§ **WHAT YOU SHOULD DO**: The expected answer is a verbatim transcription of the lines below, beginning with the first and ending with the line that holds "2px #878688) drop-shadow(0", without pictures.

-*-*-

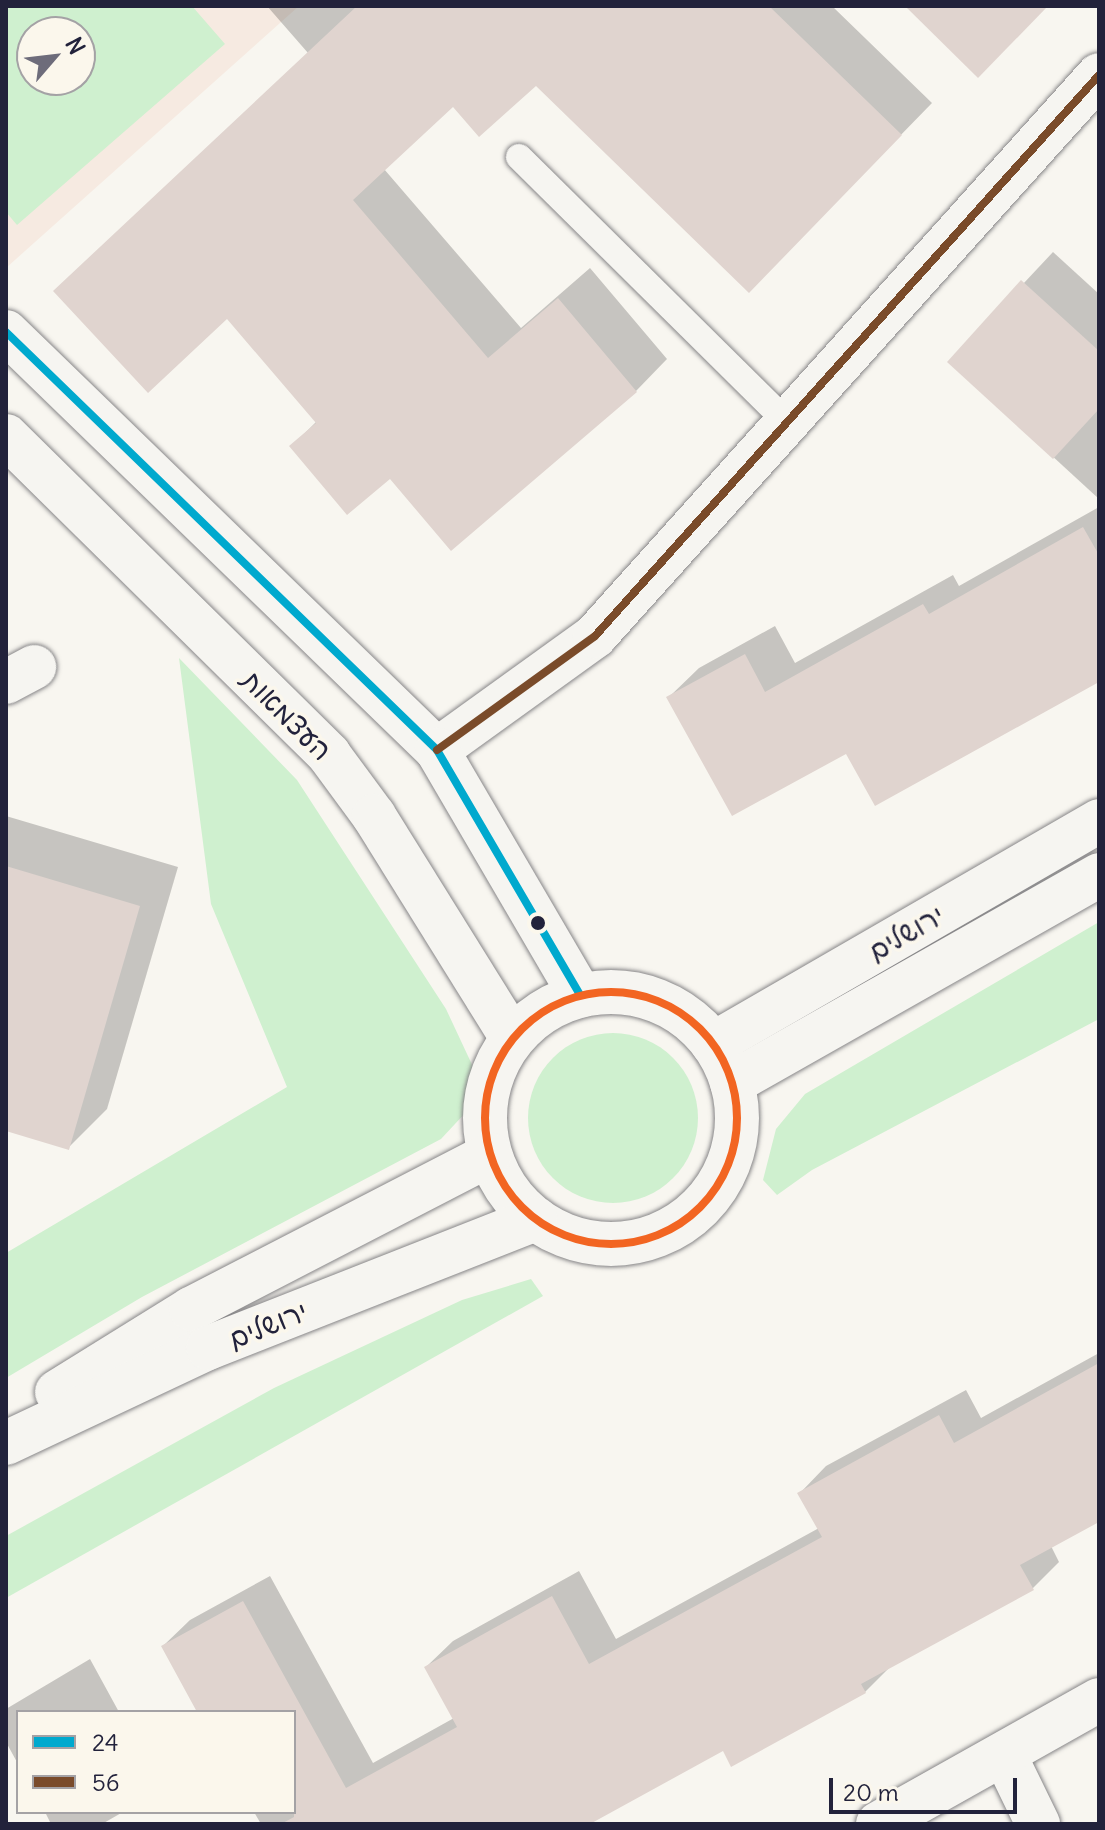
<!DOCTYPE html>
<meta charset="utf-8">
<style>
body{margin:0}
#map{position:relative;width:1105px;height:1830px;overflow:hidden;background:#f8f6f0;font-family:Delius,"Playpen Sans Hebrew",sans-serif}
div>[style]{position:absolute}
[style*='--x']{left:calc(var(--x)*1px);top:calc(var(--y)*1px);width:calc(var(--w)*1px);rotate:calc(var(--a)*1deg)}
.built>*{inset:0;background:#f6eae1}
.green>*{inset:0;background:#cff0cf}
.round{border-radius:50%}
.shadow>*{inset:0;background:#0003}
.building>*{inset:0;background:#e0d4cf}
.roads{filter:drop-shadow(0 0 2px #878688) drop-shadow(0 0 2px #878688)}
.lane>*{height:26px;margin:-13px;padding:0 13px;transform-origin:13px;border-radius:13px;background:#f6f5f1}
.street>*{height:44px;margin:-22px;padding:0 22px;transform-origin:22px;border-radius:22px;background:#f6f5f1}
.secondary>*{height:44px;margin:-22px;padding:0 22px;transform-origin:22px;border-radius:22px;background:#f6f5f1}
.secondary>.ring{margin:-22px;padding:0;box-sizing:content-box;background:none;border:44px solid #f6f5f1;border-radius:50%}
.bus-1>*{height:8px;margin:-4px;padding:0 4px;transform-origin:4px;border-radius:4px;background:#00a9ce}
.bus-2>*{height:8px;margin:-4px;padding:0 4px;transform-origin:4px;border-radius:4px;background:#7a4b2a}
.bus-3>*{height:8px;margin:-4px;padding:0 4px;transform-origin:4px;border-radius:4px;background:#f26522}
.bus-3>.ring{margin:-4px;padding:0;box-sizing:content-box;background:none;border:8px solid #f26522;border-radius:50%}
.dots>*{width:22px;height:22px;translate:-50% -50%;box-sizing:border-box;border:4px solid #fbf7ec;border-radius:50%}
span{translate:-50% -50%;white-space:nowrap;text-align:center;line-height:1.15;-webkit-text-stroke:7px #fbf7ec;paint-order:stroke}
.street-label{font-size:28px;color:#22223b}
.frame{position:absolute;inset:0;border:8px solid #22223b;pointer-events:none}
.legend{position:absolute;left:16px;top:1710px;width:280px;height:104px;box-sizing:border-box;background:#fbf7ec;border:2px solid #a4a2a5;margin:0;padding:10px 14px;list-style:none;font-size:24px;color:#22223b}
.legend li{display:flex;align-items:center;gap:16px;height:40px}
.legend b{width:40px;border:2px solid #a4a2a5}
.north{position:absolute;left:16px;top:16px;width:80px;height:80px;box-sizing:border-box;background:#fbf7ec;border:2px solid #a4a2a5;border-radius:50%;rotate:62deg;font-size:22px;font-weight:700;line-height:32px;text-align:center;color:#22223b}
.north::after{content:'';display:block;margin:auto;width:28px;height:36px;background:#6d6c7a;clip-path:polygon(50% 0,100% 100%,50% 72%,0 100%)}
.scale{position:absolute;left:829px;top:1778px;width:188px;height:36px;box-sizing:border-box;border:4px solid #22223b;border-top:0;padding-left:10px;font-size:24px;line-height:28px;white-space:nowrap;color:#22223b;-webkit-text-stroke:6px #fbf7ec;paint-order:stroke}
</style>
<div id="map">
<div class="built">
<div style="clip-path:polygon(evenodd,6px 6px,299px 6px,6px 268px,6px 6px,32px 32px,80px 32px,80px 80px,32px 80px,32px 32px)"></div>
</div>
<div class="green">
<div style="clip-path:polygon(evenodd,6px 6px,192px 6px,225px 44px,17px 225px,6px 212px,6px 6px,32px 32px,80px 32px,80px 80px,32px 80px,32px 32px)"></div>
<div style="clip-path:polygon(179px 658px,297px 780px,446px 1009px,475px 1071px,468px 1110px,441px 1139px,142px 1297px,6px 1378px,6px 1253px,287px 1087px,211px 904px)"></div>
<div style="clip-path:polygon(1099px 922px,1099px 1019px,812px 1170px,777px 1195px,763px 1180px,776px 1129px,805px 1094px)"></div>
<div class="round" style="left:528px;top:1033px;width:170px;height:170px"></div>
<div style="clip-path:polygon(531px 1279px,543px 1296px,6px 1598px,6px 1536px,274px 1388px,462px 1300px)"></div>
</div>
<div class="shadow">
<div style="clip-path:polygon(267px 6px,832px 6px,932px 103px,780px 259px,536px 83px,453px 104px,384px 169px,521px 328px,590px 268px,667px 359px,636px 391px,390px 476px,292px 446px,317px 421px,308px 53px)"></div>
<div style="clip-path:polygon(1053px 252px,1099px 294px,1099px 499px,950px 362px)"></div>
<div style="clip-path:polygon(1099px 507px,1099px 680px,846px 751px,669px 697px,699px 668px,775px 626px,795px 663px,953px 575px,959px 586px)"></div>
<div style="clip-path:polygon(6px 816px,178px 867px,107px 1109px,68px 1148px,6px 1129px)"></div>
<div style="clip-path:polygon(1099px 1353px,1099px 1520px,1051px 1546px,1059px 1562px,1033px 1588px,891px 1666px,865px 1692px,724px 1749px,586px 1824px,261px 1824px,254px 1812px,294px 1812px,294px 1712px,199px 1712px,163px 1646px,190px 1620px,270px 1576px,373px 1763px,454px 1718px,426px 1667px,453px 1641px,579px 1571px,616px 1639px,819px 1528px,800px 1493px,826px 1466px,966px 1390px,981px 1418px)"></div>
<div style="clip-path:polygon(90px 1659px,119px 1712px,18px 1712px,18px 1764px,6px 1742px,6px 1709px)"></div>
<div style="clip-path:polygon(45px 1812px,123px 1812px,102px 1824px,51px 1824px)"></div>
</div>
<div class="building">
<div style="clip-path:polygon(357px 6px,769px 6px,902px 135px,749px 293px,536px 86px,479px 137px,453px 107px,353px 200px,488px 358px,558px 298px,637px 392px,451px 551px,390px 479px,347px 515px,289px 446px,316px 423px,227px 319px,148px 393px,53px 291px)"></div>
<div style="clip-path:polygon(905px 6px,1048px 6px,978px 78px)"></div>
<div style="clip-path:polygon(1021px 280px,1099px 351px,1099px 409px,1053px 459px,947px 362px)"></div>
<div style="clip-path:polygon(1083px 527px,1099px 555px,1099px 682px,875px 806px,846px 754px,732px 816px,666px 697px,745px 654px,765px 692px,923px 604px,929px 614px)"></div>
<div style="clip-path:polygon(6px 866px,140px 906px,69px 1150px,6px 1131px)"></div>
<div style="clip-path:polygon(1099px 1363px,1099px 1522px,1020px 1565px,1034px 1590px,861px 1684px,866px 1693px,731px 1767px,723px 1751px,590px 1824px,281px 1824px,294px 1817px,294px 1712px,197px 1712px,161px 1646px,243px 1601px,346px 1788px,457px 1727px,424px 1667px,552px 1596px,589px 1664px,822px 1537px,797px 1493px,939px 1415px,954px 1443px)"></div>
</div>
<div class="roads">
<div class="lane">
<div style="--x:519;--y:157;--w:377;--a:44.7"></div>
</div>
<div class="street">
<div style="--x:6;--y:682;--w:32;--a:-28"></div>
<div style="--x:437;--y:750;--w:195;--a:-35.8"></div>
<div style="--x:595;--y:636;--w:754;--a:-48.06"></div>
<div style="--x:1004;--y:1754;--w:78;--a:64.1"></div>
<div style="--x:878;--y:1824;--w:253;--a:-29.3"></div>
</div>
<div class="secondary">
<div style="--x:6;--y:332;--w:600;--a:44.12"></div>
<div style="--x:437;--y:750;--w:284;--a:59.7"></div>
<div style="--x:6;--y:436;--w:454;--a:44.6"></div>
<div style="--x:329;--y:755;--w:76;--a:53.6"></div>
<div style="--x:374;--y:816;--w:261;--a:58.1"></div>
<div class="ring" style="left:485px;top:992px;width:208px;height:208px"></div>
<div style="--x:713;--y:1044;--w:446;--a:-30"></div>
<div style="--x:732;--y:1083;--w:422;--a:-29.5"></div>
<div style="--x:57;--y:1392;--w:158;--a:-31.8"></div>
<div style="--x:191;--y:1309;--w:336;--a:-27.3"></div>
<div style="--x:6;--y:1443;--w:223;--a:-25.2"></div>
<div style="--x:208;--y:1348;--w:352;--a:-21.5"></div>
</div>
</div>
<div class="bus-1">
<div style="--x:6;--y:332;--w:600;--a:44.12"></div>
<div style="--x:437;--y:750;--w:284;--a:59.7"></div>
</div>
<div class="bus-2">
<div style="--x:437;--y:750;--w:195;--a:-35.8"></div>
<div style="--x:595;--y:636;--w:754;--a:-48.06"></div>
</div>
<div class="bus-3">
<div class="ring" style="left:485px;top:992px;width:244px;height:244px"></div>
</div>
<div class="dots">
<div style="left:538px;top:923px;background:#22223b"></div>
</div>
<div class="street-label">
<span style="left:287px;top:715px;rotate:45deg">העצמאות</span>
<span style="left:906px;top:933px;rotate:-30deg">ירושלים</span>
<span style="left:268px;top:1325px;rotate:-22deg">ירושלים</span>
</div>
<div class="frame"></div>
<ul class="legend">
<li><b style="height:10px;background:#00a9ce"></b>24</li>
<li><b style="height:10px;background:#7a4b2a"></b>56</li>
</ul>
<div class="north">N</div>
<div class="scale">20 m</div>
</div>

-*-*-

§ **RESULT BELOW**:
<!DOCTYPE html>
<meta charset="utf-8">
<style>
body{margin:0}
#map{position:relative;width:1105px;height:1830px;overflow:hidden;background:#f8f6f0;font-family:Delius,"Playpen Sans Hebrew",sans-serif}
div>[style]{position:absolute}
[style*='--x']{left:calc(var(--x)*1px);top:calc(var(--y)*1px);width:calc(var(--w)*1px);rotate:calc(var(--a)*1deg)}
.built>*{inset:0;background:#f6eae1}
.green>*{inset:0;background:#cff0cf}
.round{border-radius:50%}
.shadow>*{inset:0;background:#0003}
.building>*{inset:0;background:#e0d4cf}
.roads{filter:drop-shadow(0 0 2px #878688) drop-shadow(0 0 2px #878688)}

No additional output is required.